> **Work required**:
From the entries below, reproduce exactly the lines from the one with "Find all labels, symbols" through the one with "Annotate the map", both included, without images.

> **Data for analysis**:

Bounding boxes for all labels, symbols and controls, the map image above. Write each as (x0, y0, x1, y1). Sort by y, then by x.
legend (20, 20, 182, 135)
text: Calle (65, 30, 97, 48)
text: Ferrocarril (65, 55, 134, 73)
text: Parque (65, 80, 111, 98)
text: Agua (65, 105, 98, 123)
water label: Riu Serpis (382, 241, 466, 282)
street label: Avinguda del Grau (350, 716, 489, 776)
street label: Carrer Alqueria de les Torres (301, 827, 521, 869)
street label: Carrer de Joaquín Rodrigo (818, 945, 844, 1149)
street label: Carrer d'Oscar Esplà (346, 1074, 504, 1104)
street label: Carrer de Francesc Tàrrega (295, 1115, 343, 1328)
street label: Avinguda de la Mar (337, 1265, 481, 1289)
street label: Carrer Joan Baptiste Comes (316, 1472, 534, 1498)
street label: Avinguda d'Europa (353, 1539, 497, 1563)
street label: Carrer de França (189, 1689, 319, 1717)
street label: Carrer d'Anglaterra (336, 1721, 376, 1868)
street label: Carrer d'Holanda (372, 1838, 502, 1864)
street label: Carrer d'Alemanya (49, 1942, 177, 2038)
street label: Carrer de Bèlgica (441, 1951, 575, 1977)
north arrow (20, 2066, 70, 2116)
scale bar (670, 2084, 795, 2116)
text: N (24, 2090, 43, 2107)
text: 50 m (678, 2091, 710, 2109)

==

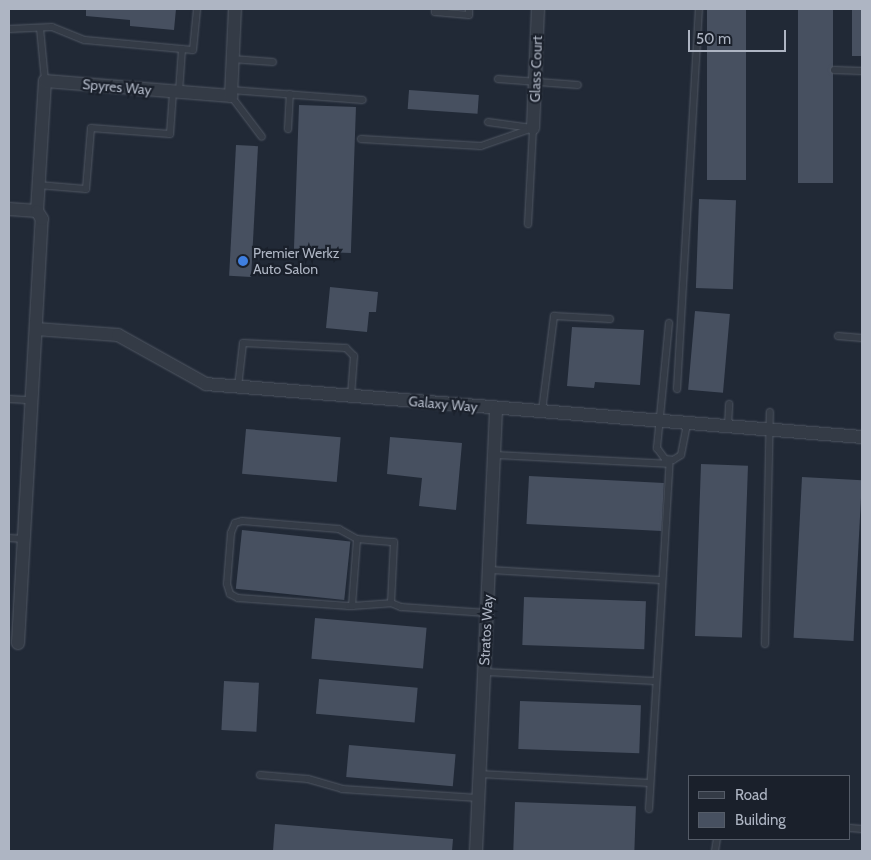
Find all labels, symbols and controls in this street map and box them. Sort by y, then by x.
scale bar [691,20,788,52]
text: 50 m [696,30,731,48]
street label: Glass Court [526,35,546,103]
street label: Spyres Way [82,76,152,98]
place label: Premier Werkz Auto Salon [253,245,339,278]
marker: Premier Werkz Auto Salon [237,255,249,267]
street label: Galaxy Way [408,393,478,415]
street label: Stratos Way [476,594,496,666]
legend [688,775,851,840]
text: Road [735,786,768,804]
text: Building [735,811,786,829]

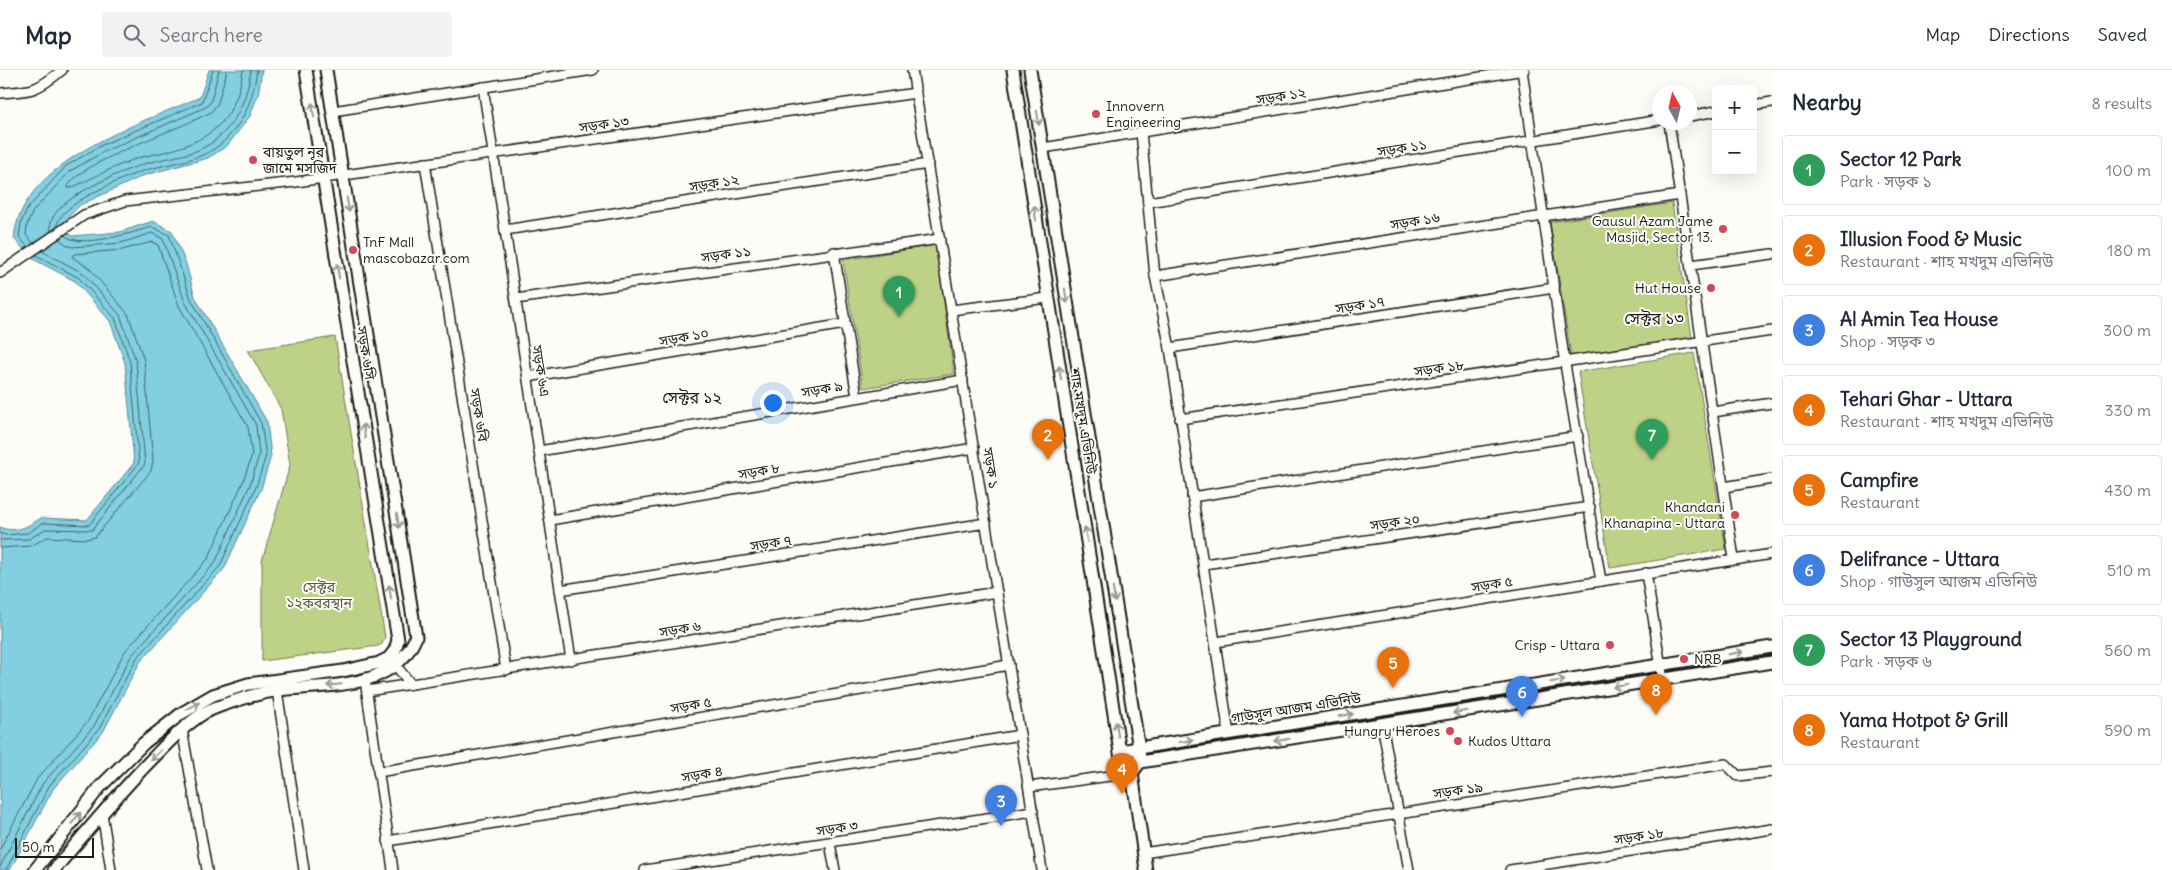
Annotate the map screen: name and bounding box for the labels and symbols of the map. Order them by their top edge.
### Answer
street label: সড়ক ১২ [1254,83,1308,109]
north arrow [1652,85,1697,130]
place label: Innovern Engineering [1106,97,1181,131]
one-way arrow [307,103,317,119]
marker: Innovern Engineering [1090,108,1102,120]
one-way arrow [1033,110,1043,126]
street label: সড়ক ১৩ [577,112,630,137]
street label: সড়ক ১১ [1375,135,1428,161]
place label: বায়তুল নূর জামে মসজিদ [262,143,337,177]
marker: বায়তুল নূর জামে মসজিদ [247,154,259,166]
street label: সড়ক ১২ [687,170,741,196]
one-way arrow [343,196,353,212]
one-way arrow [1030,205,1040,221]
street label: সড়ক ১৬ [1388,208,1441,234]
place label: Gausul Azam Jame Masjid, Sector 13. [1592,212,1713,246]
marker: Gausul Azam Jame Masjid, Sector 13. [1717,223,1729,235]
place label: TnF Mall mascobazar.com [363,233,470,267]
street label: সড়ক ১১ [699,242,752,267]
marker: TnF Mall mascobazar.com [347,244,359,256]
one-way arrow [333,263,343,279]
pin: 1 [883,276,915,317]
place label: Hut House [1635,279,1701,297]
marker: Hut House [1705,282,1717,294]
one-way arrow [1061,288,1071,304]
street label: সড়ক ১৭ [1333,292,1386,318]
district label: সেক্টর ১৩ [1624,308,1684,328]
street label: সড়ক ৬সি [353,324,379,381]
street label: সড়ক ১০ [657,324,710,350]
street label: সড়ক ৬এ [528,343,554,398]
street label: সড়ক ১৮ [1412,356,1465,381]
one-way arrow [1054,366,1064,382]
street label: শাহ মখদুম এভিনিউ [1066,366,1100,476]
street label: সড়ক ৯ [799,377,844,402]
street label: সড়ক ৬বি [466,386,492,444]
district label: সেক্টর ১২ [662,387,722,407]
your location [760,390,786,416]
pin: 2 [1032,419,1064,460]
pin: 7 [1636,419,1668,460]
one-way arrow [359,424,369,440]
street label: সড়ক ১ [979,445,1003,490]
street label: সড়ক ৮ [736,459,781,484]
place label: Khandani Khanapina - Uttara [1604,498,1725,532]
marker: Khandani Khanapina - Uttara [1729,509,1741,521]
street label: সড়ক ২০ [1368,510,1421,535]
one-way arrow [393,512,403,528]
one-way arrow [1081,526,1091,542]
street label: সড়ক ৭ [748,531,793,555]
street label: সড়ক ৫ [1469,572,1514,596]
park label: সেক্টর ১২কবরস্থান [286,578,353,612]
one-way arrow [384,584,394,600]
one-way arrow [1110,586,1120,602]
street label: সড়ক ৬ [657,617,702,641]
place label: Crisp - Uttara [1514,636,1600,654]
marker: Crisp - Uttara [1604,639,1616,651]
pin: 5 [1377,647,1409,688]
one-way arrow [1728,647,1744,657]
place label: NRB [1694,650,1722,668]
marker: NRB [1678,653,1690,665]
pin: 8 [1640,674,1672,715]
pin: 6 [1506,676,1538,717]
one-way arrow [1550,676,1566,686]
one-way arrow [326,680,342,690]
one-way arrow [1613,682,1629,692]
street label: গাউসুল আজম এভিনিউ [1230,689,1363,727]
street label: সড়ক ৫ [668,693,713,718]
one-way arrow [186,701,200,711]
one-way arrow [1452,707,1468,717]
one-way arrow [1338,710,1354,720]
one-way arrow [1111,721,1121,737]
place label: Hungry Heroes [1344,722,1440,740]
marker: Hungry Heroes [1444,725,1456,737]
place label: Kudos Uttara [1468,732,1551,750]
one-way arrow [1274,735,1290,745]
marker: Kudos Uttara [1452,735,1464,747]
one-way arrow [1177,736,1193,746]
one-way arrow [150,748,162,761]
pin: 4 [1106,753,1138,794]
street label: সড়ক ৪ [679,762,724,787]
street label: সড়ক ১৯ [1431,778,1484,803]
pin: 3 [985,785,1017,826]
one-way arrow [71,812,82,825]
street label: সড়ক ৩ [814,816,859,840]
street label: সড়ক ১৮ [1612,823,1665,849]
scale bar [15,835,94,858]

> **Result**:
Find all labels, symbols and controls in this street map and box them. Sort by y, then by x.
scale bar [691,20,788,52]
text: 50 m [696,30,731,48]
street label: Glass Court [526,35,546,103]
street label: Spyres Way [82,76,152,98]
place label: Premier Werkz Auto Salon [253,245,339,278]
marker: Premier Werkz Auto Salon [237,255,249,267]
street label: Galaxy Way [408,393,478,415]
street label: Stratos Way [476,594,496,666]
legend [688,775,851,840]
text: Road [735,786,768,804]
text: Building [735,811,786,829]

Annotate the map screen: name and bounding box for the labels and symbols of the map. Order them by their top edge.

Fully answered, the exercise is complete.